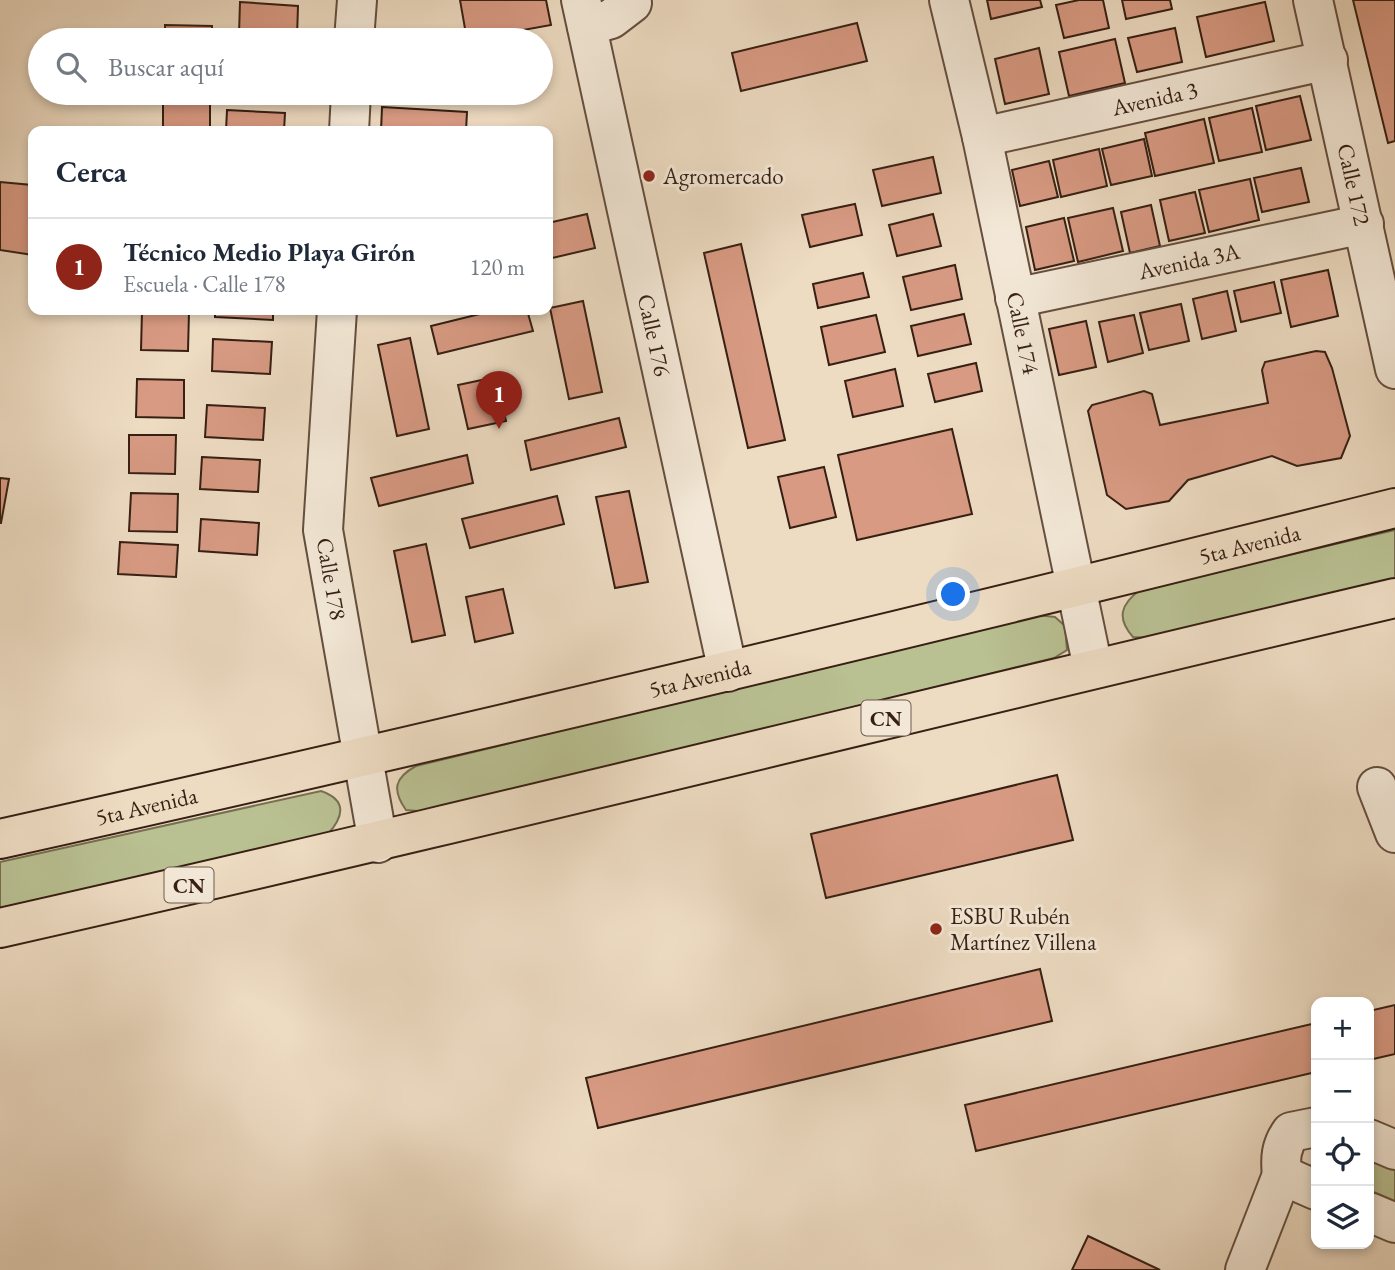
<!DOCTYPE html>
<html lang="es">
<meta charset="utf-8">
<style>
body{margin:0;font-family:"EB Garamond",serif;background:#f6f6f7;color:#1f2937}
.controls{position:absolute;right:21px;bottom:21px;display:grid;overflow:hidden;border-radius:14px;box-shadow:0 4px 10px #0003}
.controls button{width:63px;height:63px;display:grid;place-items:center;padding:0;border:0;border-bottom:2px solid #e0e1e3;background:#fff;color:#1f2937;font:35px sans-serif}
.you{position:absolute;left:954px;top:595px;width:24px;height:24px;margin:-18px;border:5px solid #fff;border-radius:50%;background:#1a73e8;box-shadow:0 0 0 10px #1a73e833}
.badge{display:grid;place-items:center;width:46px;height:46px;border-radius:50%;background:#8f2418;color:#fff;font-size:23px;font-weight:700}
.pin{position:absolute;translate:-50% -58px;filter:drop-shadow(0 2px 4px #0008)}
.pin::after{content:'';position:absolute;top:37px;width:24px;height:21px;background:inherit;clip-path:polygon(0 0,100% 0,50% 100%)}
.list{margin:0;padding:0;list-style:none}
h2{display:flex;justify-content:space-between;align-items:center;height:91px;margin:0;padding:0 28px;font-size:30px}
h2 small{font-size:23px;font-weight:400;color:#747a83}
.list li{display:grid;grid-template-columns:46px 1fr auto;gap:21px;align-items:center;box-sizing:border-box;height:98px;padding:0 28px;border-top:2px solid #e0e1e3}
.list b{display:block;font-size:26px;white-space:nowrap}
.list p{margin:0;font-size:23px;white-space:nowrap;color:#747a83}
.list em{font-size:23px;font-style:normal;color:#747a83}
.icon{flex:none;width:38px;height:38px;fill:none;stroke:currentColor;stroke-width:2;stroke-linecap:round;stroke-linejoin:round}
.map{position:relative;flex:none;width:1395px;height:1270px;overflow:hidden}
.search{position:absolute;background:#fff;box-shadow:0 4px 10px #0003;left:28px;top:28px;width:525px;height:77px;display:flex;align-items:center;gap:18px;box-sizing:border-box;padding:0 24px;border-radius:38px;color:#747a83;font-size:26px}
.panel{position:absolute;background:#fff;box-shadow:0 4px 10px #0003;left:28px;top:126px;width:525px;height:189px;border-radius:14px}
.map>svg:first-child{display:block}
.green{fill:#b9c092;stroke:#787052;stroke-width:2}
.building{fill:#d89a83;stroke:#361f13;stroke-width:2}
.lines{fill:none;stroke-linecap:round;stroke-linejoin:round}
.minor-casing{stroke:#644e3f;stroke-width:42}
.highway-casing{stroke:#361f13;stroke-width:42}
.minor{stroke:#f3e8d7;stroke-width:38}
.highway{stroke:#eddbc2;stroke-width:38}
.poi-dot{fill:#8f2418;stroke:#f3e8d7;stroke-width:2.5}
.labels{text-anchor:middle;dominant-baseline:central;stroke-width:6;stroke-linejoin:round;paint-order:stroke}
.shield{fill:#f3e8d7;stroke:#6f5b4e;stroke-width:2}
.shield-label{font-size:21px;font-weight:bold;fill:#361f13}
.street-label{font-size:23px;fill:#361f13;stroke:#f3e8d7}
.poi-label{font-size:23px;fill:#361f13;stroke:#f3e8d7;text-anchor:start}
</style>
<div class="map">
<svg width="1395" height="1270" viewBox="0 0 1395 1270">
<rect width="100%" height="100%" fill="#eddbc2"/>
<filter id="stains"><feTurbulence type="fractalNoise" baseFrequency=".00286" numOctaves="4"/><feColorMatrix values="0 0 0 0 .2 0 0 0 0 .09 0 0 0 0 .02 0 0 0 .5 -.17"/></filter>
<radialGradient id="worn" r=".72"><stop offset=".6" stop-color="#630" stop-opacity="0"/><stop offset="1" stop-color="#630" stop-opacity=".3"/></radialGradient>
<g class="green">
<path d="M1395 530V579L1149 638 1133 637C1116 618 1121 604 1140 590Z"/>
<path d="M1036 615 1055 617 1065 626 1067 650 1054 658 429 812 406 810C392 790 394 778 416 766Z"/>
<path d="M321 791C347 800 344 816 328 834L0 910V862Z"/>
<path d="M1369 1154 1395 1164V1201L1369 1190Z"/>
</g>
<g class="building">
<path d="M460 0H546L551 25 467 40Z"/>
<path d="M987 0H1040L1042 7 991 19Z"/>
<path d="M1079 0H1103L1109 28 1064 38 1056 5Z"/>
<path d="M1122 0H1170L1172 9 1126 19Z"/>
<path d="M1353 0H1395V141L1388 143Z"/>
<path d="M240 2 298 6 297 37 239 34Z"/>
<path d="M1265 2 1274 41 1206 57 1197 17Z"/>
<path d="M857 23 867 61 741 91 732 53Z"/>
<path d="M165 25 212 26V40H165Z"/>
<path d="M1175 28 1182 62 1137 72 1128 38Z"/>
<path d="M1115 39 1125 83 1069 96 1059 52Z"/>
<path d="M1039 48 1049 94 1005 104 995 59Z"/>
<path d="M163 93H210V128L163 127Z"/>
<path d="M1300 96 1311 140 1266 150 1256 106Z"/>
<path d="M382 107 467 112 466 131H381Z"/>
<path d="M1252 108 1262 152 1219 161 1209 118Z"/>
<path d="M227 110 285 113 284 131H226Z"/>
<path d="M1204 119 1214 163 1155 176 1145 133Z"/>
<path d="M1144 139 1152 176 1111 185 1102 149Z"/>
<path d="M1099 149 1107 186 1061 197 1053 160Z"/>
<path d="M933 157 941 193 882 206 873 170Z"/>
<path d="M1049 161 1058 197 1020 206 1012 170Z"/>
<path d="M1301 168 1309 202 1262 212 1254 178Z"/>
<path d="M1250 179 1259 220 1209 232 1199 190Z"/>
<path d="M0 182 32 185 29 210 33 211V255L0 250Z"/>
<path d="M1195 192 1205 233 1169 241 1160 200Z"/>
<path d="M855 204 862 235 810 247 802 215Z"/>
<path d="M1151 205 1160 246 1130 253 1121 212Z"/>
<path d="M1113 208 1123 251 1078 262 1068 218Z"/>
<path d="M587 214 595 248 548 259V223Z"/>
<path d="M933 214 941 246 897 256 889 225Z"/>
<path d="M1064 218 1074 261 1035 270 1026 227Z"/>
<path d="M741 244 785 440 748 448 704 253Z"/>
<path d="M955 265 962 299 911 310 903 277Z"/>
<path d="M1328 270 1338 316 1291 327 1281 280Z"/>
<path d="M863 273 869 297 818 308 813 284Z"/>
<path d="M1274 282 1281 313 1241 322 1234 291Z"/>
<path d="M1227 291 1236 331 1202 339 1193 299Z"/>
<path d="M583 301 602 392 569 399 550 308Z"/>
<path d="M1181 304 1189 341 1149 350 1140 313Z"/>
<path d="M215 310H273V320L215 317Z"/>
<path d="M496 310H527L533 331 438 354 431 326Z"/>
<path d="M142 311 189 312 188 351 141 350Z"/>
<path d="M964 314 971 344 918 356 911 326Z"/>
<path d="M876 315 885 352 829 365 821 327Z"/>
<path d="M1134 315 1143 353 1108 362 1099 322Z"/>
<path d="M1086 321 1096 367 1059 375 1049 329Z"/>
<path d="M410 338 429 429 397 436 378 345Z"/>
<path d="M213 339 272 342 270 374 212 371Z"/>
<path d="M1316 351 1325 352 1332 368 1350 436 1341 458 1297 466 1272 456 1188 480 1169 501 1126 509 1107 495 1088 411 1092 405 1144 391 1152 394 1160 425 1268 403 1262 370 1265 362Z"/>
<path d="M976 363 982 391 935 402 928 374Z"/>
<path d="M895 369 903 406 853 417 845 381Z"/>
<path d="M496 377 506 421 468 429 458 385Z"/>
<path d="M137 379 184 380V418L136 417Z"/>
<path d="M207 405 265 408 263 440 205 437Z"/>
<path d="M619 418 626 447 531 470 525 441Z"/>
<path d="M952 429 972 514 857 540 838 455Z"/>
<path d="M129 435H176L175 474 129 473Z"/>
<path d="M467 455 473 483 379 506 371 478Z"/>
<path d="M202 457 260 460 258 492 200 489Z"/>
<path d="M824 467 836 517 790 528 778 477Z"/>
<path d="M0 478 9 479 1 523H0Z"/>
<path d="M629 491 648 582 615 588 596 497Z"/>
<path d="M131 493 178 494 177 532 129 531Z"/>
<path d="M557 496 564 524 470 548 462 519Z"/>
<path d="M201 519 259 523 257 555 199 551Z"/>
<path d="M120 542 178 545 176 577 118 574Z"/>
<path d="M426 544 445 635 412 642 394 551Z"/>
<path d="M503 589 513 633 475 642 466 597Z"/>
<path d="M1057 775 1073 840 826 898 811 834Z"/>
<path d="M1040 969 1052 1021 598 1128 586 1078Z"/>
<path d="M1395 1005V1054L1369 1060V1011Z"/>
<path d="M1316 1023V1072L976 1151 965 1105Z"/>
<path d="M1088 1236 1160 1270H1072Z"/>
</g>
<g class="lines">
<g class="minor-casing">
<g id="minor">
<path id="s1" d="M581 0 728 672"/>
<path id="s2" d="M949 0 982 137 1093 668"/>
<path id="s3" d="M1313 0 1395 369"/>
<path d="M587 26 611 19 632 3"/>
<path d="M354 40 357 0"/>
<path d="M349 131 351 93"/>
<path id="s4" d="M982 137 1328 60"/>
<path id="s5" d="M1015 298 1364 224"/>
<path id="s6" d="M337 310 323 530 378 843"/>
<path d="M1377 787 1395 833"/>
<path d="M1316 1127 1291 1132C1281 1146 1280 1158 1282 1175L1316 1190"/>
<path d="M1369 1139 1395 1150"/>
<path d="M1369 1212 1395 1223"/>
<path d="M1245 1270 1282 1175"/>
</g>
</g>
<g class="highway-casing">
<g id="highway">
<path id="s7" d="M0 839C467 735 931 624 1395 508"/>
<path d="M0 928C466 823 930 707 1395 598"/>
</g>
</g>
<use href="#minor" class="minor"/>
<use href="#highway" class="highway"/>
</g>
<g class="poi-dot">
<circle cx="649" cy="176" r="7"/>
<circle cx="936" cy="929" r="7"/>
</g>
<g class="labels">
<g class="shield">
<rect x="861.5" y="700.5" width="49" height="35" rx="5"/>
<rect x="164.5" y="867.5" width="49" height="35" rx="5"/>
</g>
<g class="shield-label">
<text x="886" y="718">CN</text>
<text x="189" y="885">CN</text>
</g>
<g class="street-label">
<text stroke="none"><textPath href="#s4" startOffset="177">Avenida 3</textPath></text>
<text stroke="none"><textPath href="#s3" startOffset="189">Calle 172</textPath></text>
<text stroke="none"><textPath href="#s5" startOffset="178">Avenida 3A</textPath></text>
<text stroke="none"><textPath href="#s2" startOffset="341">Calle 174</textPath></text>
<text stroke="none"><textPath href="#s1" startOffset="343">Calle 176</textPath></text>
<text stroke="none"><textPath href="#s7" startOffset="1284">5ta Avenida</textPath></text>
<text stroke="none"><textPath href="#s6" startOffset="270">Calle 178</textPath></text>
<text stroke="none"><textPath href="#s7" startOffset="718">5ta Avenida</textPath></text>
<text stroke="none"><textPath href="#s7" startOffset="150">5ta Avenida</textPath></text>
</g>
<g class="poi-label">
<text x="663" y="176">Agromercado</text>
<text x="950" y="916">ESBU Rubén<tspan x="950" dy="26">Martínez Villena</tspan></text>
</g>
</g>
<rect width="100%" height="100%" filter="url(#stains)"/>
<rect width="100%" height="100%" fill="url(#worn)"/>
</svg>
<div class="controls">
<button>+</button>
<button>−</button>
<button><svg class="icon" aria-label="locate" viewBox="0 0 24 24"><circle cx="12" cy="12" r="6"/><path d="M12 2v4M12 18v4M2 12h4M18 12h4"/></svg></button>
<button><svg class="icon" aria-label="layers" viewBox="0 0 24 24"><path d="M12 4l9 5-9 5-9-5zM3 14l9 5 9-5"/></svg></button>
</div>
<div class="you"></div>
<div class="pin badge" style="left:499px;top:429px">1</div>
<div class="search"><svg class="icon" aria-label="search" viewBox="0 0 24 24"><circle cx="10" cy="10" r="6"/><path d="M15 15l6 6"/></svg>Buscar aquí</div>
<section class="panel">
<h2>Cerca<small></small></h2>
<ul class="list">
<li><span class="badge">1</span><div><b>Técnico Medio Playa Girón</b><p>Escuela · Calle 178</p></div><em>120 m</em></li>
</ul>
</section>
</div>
==*==
# EXERCISE AIM:
Look through the listing and return each line containing the word "badge".

# EXERCISE SOLUTION:
.badge{display:grid;place-items:center;width:46px;height:46px;border-radius:50%;background:#8f2418;color:#fff;font-size:23px;font-weight:700}
<div class="pin badge" style="left:499px;top:429px">1</div>
<li><span class="badge">1</span><div><b>Técnico Medio Playa Girón</b><p>Escuela · Calle 178</p></div><em>120 m</em></li>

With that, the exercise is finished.